Beyond its modest storefront, it is quite remarkable, indeed. Safari Njema Restaurant’s owner and chef Jane Kagira, for one, is a delight. A vibrant woman with a knack for storytelling, Kagira is the type of person who will generously spend 40 minutes chatting with a reporter about her life and restaurant as the lunch rush ramps up on a busy Friday. And she is the catalyst for all the other nice things about the restaurant: its fabulous food (particularly the tilapia, her signature dish), its gravitational pull on diverse communities and its role as a space where people can feel at home.

A lot of hours go into this. She’s up at 7 each morning preparing for the day, then works from the time the restaurant opens at 11 a.m. until after 11 p.m., some days until 1 a.m., before heading home. Her one day off is Tuesday, when the restaurant is closed.

It’s tiring, but it’s a labor of love. Kagira, who grew up in Kenya working in her mom’s restaurant, said she had long hoped to have one of her own someday. So after working as a caregiver for many years in Washington, D.C., and Seattle, and feeling the ticking of the clock, she went to Le Cordon Bleu’s cooking academy in Tukwila, where she graduated in 2009. She found this space in Columbia City in 2010 and bought it, with financial help from a friend. After taking a few months to fix the place up, she opened up shop in May of that year.

Now, patrons arrive from far and wide — some travel from Vancouver, B.C., specifically to eat at her restaurant, she said. She recalled one recent visitor from Amsterdam who arrived straight from the airport, luggage in hand, after happening upon her restaurant in a Google search. And, with the bright paintings by Kenyan artists and posters of Kenyan presidents (past and present, plus one with the Obamas, titled “Uhuru at White House”) on the walls, “when Kenyans come, especially those that are homesick, they say, ‘Oh my gosh, I feel like I’m just in Nairobi,’ ” she said.

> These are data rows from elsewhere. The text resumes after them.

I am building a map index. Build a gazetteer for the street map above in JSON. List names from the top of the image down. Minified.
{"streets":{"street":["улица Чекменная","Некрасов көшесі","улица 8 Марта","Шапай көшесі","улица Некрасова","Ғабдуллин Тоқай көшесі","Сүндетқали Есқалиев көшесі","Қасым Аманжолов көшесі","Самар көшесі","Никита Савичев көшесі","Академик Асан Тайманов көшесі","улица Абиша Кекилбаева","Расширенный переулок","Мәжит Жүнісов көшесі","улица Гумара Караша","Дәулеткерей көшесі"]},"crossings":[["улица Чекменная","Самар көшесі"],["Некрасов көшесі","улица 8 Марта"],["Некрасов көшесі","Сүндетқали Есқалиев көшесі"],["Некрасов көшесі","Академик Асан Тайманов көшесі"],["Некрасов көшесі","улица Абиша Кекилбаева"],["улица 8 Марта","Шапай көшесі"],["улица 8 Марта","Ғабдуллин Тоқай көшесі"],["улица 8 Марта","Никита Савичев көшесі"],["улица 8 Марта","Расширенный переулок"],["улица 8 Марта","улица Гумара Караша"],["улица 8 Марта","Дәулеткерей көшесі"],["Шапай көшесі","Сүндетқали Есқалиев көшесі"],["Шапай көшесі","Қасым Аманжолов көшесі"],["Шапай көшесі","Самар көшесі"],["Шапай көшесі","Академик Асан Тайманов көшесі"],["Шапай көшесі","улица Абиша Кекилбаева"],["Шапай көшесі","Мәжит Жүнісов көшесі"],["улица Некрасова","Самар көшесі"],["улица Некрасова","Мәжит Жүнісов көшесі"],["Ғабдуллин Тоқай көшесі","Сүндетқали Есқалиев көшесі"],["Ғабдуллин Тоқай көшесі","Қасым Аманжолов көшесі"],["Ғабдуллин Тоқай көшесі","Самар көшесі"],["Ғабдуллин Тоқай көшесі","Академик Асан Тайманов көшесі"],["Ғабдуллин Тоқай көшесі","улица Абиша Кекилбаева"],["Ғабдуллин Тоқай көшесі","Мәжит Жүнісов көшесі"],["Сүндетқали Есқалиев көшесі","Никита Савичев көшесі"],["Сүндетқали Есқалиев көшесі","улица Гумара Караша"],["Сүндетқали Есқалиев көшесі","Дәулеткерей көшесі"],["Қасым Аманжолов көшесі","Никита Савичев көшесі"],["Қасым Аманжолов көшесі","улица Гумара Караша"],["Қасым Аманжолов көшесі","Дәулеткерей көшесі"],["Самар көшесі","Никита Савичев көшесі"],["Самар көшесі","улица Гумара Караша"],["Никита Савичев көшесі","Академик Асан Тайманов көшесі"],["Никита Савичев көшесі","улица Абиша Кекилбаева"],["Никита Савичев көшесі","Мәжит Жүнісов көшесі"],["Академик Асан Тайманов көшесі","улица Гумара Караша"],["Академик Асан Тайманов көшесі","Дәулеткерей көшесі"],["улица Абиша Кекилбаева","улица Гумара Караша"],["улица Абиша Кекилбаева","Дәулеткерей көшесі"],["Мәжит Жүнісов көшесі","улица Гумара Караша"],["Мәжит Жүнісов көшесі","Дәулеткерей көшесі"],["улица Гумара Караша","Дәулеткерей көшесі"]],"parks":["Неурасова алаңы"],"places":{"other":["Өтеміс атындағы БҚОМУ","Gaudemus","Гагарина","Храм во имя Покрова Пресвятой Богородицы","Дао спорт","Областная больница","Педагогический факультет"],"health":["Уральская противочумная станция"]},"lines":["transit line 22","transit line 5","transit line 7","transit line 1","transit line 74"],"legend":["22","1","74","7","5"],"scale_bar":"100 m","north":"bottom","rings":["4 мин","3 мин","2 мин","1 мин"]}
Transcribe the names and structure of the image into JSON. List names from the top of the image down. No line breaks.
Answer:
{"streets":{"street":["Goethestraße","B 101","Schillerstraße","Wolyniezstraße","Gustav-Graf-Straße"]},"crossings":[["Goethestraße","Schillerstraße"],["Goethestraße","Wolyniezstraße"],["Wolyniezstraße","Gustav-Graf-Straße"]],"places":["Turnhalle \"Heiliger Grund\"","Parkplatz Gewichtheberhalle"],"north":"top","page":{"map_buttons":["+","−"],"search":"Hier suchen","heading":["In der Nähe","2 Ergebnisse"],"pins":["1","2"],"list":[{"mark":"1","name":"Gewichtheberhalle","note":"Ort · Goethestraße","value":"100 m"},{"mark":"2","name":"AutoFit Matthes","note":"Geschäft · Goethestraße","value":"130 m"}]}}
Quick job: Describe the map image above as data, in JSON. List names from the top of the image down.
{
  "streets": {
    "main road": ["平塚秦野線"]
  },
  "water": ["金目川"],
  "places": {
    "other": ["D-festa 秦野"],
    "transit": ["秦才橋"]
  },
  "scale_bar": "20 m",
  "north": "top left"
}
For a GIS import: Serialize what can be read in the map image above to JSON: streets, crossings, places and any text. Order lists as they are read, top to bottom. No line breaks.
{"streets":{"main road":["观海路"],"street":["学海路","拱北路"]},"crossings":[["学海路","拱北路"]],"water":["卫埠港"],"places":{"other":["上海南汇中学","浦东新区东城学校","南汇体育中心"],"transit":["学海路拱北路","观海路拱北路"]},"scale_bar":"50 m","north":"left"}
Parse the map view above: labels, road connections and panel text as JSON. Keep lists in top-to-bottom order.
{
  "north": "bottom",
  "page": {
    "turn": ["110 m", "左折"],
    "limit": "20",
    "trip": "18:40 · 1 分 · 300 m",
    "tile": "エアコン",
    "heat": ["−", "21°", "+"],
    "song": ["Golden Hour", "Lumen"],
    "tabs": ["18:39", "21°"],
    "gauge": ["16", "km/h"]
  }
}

All this is a lot to manage for one individual, of course. She’s run the restaurant with her husband and two of her three kids since it opened, and has also hired a few part-time employees. But even so, the long-term sustenance of the restaurant is up in the air.

I don’t know how long I can keep doing this, because I’m aging,” said Kagira, 56. “But at least, I’m wishing to have another four years.”

All the more reason to pay the restaurant a visit, stat.

The food: The restaurant presents five main entrees to choose from: ngombe (beef), mbuzi (goat), kuku (chicken), samba (veggies) and samaki (tilapia), each of which comes with your choice of starch and veggie sides. Options include a fluffy pilau (basmati rice steamed with spices) that I could and would eat on its own; ugali, a white, soft cornmeal block meant to accompany the more flavorful dishes on your plate; chapati, a Kenyan flat bread (a bit drier and less greasy than the variety in Kenya, according to a dining companion who had lived in Nairobi for a period of time); and matoke, a starchy green banana dish in currylike sauce, Kagira’s personal favorite.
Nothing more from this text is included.